- Public Works
Winter parking regulations run November 1 - April 1 from 2AM - 7AM.
When Will the City Start Snow or Ice Control Operations?
The Public Works Director, or responsible person, will decide when to begin snow or ice control operations. The criteria for that decision is:
- Snow accumulation of 2 inches (not a minimum) or more
- Drifting of snow that causes problems for travel
- Icy conditions which seriously affect travel
- Time of snowfall in relationship to heavy use of streets.
Snow and ice control operations are expensive and involve the use of limited personnel and equipment. Consequently, snowplowing operations will not generally be conducted for snowfall less than 2 inches.

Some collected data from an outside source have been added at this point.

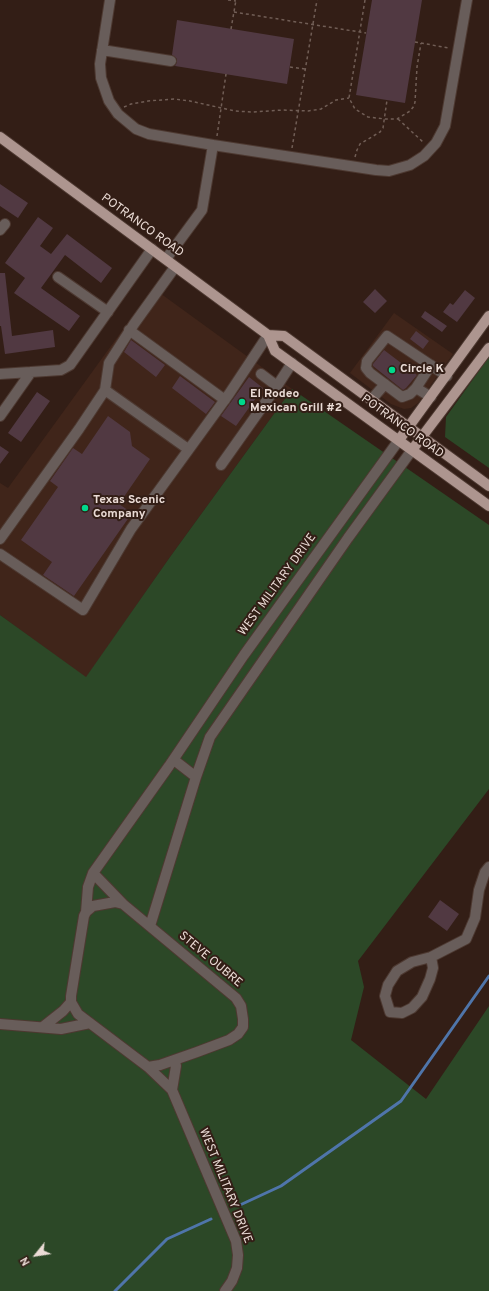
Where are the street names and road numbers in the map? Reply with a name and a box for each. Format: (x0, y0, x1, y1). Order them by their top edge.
street label: POTRANCO ROAD (98, 191, 186, 261)
street label: POTRANCO ROAD (358, 392, 446, 462)
street label: WEST MILITARY DRIVE (236, 531, 320, 639)
street label: STEVE OUBRE (175, 929, 245, 991)
street label: WEST MILITARY DRIVE (195, 1126, 255, 1246)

Priorities and Schedule for Which Streets Will be Plowed
The City has classified streets based on the street function, traffic volume and importance to the welfare of the community. Those streets are classified, as “Snow Plow Routes” will be plowed first. These are high volume, which connect major sections of the city and provide access for emergency, fire, police and medical services.
The second priority streets are those streets providing access to schools and commercial businesses, low volume residential streets, alleys and city parking lots.
Snow and ice control operations will be conducted only when weather conditions do not endanger the safety of city employees and equipment. Factors that may delay snow and ice control operations include; severe cold, significant winds and limited visibility.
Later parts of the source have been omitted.